🤖 AI Summary
This work proposes an automated classification approach that integrates traditional natural language processing techniques—such as syntactic parsing, part-of-speech tagging, and text embeddings—with large language models to efficiently align computer science course materials with the ACM/IEEE curriculum guidelines. Manual evaluation of such alignment is time-consuming and cognitively demanding; in contrast, the proposed method enables precise semantic-level categorization of instructional documents, significantly enhancing the efficiency of curriculum audits. By automating the mapping between course content and internationally recognized CS education standards, this approach offers a scalable technical solution to support quality assurance in computing education.
📝 Abstract
Professional societies often publish curriculum guidelines to help programs align their content to international standards. In Computer Science, the primary standard is published by ACM and IEEE and provide detailed guidelines for what should be and could be included in a Computer Science program. While very helpful, it remains difficult for program administrators to assess how much of the guidelines is being covered by a CS program.
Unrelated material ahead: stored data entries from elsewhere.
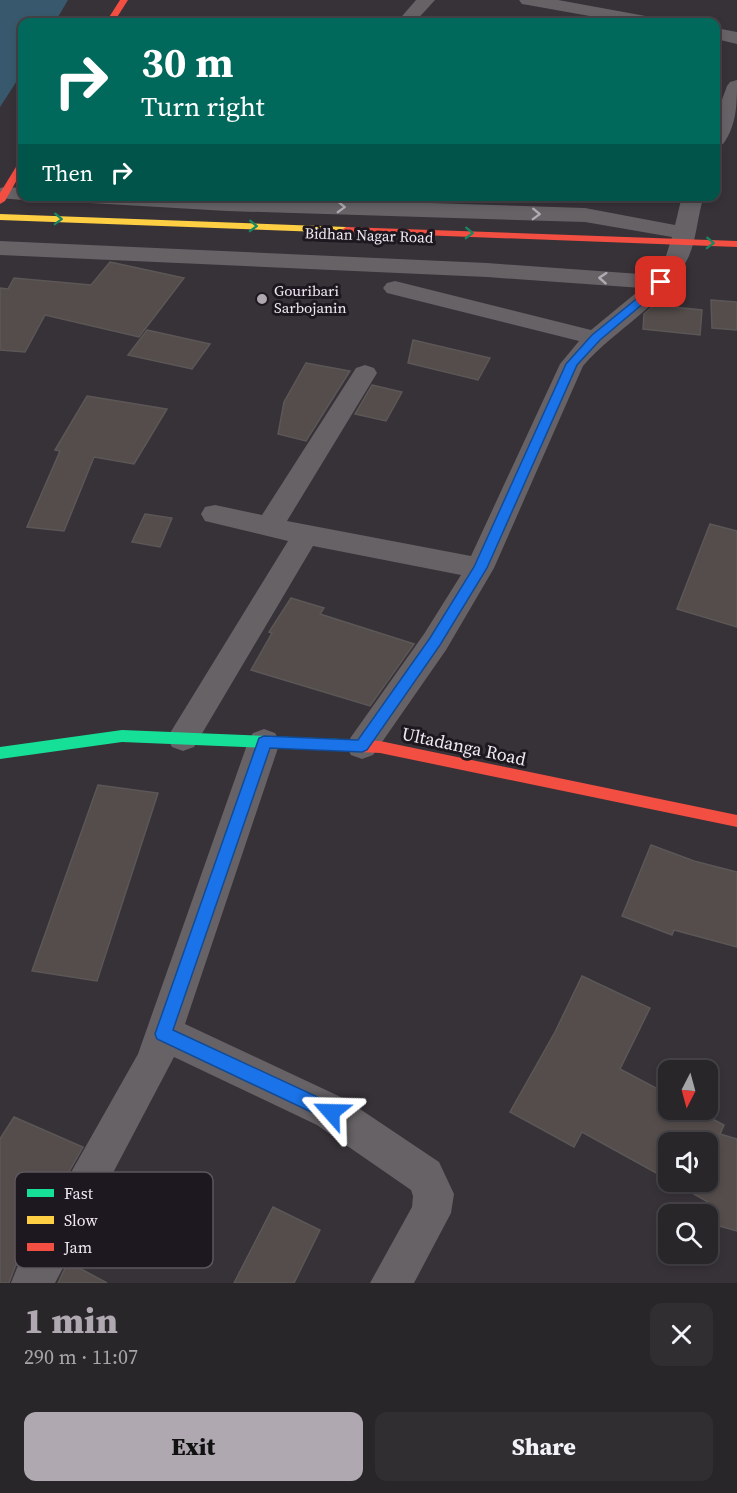 <!DOCTYPE html>
<meta charset="utf-8">
<style>
:root{--surface:#29262a;--page:#312e32;--text:#f1f3f6;--muted:#a5a5a8;--line:#454347;--accent:#afa8b1}
body{margin:0;font-family:"Source Serif 4",serif;background:var(--page);color:var(--text);height:100vh;display:flex;flex-direction:column;font-size:22px;white-space:nowrap}
*{box-sizing:border-box;margin:0}
p{font-size:20px;color:var(--muted)}
.icon{flex:none;width:33px;height:33px;fill:none;stroke:currentColor;stroke-width:2;stroke-linecap:round;stroke-linejoin:round}
.map{position:relative;height:1283px;overflow:hidden}
.side{display:flex;flex-direction:column;background:var(--surface);flex:1}
.side>*{flex:none}
.hud{position:absolute;left:18px;top:18px;width:702px;height:183px;border-radius:12px;box-shadow:0 3px 9px #0003,0 0 0 2px var(--line);background:#00695c;color:#fff;overflow:hidden}
.needle{width:39px;rotate:186deg}
.buttons{position:absolute;left:658px;top:1060px;display:grid;gap:12px}
.buttons a{display:grid;place-items:center;width:60px;height:60px;border-radius:12px;background:var(--surface);box-shadow:0 3px 9px #0003,0 0 0 2px var(--line);font-size:30px}
.pin{position:absolute;display:grid;place-items:center;width:51px;height:51px;color:#fff;margin:-26px;border-radius:12px;box-shadow:0 3px 9px #0006}
.me{position:absolute;width:66px;margin:-33px;rotate:295deg;stroke-linejoin:round;filter:drop-shadow(0 0 4px #0008)}
.turn{display:flex;align-items:center;gap:21px;height:126px;padding:0 24px;font-size:27px}
.turn .icon{width:78px;height:78px;stroke-width:2.5}
.turn b{display:block;font-size:42px;line-height:51px}
.then{display:flex;align-items:center;height:57px;padding:0 24px;background:#0003;gap:12px;font-size:22px}
.round{display:grid;place-items:center;flex:none;width:63px;height:63px;border-radius:12px;background:var(--page)}
.headline{display:flex;align-items:center;justify-content:space-between;height:102px;padding:0 24px}
h1{font-size:36px;font-weight:800;line-height:45px;color:var(--accent)}
.primary-button{display:flex;gap:12px;margin-top:auto;padding:12px 24px}
.primary-button a{flex:1;height:69px;border-radius:12px;background:var(--accent);color:#111;font-size:24px;font-weight:800;line-height:69px;text-align:center}
.primary-button a+a{background:var(--page);color:var(--text)}
.map>svg:first-child{display:block}
.water{fill:#38596d}
.building{fill:#544d4b;stroke:#5c5757;stroke-width:1.5}
.lines{fill:none;stroke-linecap:round;stroke-linejoin:round}
.street{fill:#666266;fill-rule:evenodd}
.fast{fill:#16e098;fill-rule:evenodd}
.slow{fill:#ffcf43;fill-rule:evenodd}
.jam{fill:#f24e42;fill-rule:evenodd}
.oneway{stroke:#b1acb3}
.oneway2{stroke:#198662}
.route{fill:#1a73e8;stroke:#114b97;stroke-width:1.5}
.poi-dot{fill:#afa8b1;stroke:#1d181f;stroke-width:2}
.labels{text-anchor:middle;dominant-baseline:central;stroke-width:6;stroke-linejoin:round;paint-order:stroke}
.far-street-label{font-size:15px;fill:#efe8f2;stroke:#1d181f}
.far-poi-label{font-size:15px;fill:#efe8f2;stroke:#1d181f;text-anchor:start}
.street-label{font-size:18px;fill:#efe8f2;stroke:#1d181f}
.key{fill:#1d181f;stroke:#5c565e;stroke-width:1.5}
.key-label{font-size:16px;fill:#efe8f2}
</style>
<div class="map">
<svg width="737" height="1283" viewBox="0 0 737 1283">
<rect width="100%" height="100%" fill="#373238"/>
<polygon class="water" points="0,0 68,0 55,22 22,22 22,73 0,107"/>
<g class="building">
<polygon points="110,262 184,278 139,337 45,315 25,352 0,350 0,288 8,289 14,278 91,285"/>
<polygon points="711,300 737,302 737,330 712,328"/>
<polygon points="654,305 702,310 700,335 643,329 644,314"/>
<polygon points="147,330 210,344 192,369 128,355"/>
<polygon points="413,340 490,358 478,380 408,363"/>
<polygon points="306,363 350,371 306,441 278,434 284,402"/>
<polygon points="372,385 402,392 386,421 355,414"/>
<polygon points="87,396 167,409 134,464 94,457 64,531 27,527 60,451 55,450"/>
<polygon points="145,514 172,518 160,547 132,542"/>
<polygon points="710,524 737,531 737,627 677,609"/>
<polygon points="291,598 324,608 320,614 414,644 370,706 251,670 272,633 269,632"/>
<polygon points="98,785 158,793 97,981 32,971"/>
<polygon points="651,845 694,861 737,872 737,947 674,930 672,935 622,916"/>
<polygon points="582,976 650,1008 620,1069 669,1095 669,1110 696,1110 724,1125 720,1134 737,1139 737,1231 708,1223 708,1202 673,1182 708,1182 708,1143 669,1143 669,1180 582,1132 574,1147 510,1112 555,1032"/>
<polygon points="14,1117 83,1147 15,1267 9,1283 0,1283 0,1139"/>
<polygon points="273,1207 320,1230 294,1283 234,1283"/>
<polygon points="68,1262 107,1283 58,1283"/>
</g>
<g class="lines">
<g class="street">
<polygon points="416,0 435,0 415,22 397,22"/>
<polygon points="519,0 558,0 651,17 657,18 660,22 623,22 528,5 522,4"/>
<polygon points="716,28 737,32 737,44 716,39"/>
<path d="M 737,80 C 737,103 737,125 723,144 L 716,146 L 716,116 L 727,86 L 730,82 Z"/>
<polygon points="5,187 22,188 22,196 31,196 22,200 0,198 0,188"/>
<path d="M 63,196 L 208,196 L 585,208 L 675,225 L 682,196 L 704,196 C 697,217 697,239 688,258 C 666,304 616,328 583,366 L 494,568 L 446,650 L 373,755 L 362,759 L 351,755 L 346,746 L 351,737 L 424,634 L 461,575 L 313,546 L 194,747 L 183,751 L 172,747 L 167,738 L 288,541 L 205,521 L 201,514 L 205,507 L 215,505 L 262,515 L 356,368 L 365,365 L 374,368 L 377,373 L 287,521 L 471,556 L 560,364 L 579,341 L 387,293 L 383,288 L 387,283 L 395,281 L 591,330 L 642,288 L 487,277 L 0,255 L 0,241 L 487,263 L 654,275 L 665,259 L 672,237 L 585,222 L 227,211 L 73,202 L 65,201 Z"/>
<polygon points="264,729 275,733 280,742 185,1024 345,1099 439,1162 454,1194 451,1213 414,1283 370,1283 412,1207 413,1196 411,1190 317,1125 174,1057 55,1283 11,1283 17,1268 138,1054 248,742 253,733"/>
</g>
<polygon class="fast" points="122,730 340,739 345,741 347,745 345,749 340,751 122,742 0,759 0,747"/>
<polygon class="slow" points="0,214 346,227 351,230 346,233 0,220"/>
<g class="jam">
<polygon points="120,0 128,0 114,22 106,22"/>
<polygon points="22,161 22,171 5,201 0,204 0,193 19,162"/>
<polygon points="346,227 737,241 737,247 342,232 341,230"/>
<polygon points="340,739 380,741 737,815 737,827 380,753 340,751 335,749 333,745 335,741"/>
</g>
</g>
<defs><path id="oneway-chevron" d="M-2-3.5L2.5 0L-2 3.5" fill="none" stroke-width="1.6" stroke-linecap="round" stroke-linejoin="round" transform="scale(1.5)"/></defs>
<g class="oneway">
<use href="#oneway-chevron" transform="translate(341 207) rotate(2)"/>
<use href="#oneway-chevron" transform="translate(536 214) rotate(2)"/>
<use href="#oneway-chevron" transform="translate(603 278) rotate(-176)"/>
</g>
<g class="oneway2">
<use href="#oneway-chevron" transform="translate(58 219) rotate(2)"/>
<use href="#oneway-chevron" transform="translate(253 226) rotate(2)"/>
<use href="#oneway-chevron" transform="translate(469 233) rotate(2)"/>
<use href="#oneway-chevron" transform="translate(710 243) rotate(2)"/>
</g>
<polygon class="route" points="661,279 666,282 665,285 600,340 577,365 487,568 440,645 367,750 362,752 270,748 173,1030 337,1106 339,1112 337,1118 331,1120 324,1118 157,1039 155,1034 259,738 264,736 358,740 430,638 474,567 566,364 592,335"/>
<circle class="poi-dot" cx="262" cy="299" r="6"/>
<g class="labels">
<g class="far-street-label">
<text transform="translate(369 235) rotate(2)">Bidhan Nagar Road</text>
</g>
<g class="far-poi-label">
<text x="274" y="290">Gouribari<tspan x="274" dy="17">Sarbojanin</tspan></text>
</g>
<g class="street-label">
<text transform="translate(464 746) rotate(12)">Ultadanga Road</text>
</g>
</g>
<rect x="15" y="1172" width="198" height="96" rx="9" class="key"/>
<rect x="27" y="1189" width="27" height="8" fill="#16e098"/>
<rect x="27" y="1216" width="27" height="8" fill="#ffcf43"/>
<rect x="27" y="1243" width="27" height="8" fill="#f24e42"/>
<g class="key-label">
<text x="64" y="1199">Fast</text>
<text x="64" y="1226">Slow</text>
<text x="64" y="1253">Jam</text>
</g>
</svg>
<div class="buttons">
<a><svg class="needle" viewBox="-14 -14 28 28"><path d="M0-13l5 13h-10z" fill="#e53935"/><path d="M0 13l5-13h-10z" fill="#a5a5a8"/></svg></a>
<a><svg class="icon" aria-label="sound" viewBox="0 0 24 24"><path d="M4 9h4l5-4v14l-5-4H4zM17 9q2 3 0 6"/></svg></a>
<a><svg class="icon" aria-label="search" viewBox="0 0 24 24"><circle cx="10" cy="10" r="6"/><path d="M15 15l6 6"/></svg></a>
</div>
<div class="pin" style="left:661px;top:282px;background:#d93025"><svg class="icon" aria-label="arrive" viewBox="0 0 24 24"><path d="M6 21V4h12l-3 4 3 4H6"/></svg></div>
<svg class="me" style="left:331px;top:1112px" viewBox="-20 -20 40 40"><path d="M0-17L14 15 0 8-14 15z" fill="#1a73e8" stroke="#fff" stroke-width="4"/></svg>
<div class="hud">
<div class="turn"><svg class="icon" aria-label="right" viewBox="0 0 24 24"><path d="M7 20v-9h11M14 6l5 5-5 5"/></svg><div><b>30 m</b>Turn right</div></div>
<div class="then">Then<svg class="icon" aria-label="right" viewBox="0 0 24 24"><path d="M7 20v-9h11M14 6l5 5-5 5"/></svg></div>
</div>
</div>
<section class="side">
<div class="headline"><div><h1>1 min</h1><p>290 m · 11:07</p></div><a class="round"><svg class="icon" aria-label="close" viewBox="0 0 24 24"><path d="M6 6l12 12M18 6L6 18"/></svg></a></div>
<div class="primary-button"><a>Exit</a><a>Share</a></div>
</section>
This is in particular due to the extensiveness of the guidelines, containing thousands of individual items. As such, it is time consuming and cognitively demanding to audit every course to confidently mark everything that is actually being covered. Our preliminary work indicated that it takes about a day of work per course. In this work, we propose using Natural Language Processing techniques to accelerate the process. We explore two kinds of techniques, the first relying on traditional tools for parsing, tagging, and embeddings, while the second leverages the power of Large Language Models. We evaluate the application of these techniques to classify a corpus of pedagogical materials and show that we can meaningfully classify documents automatically.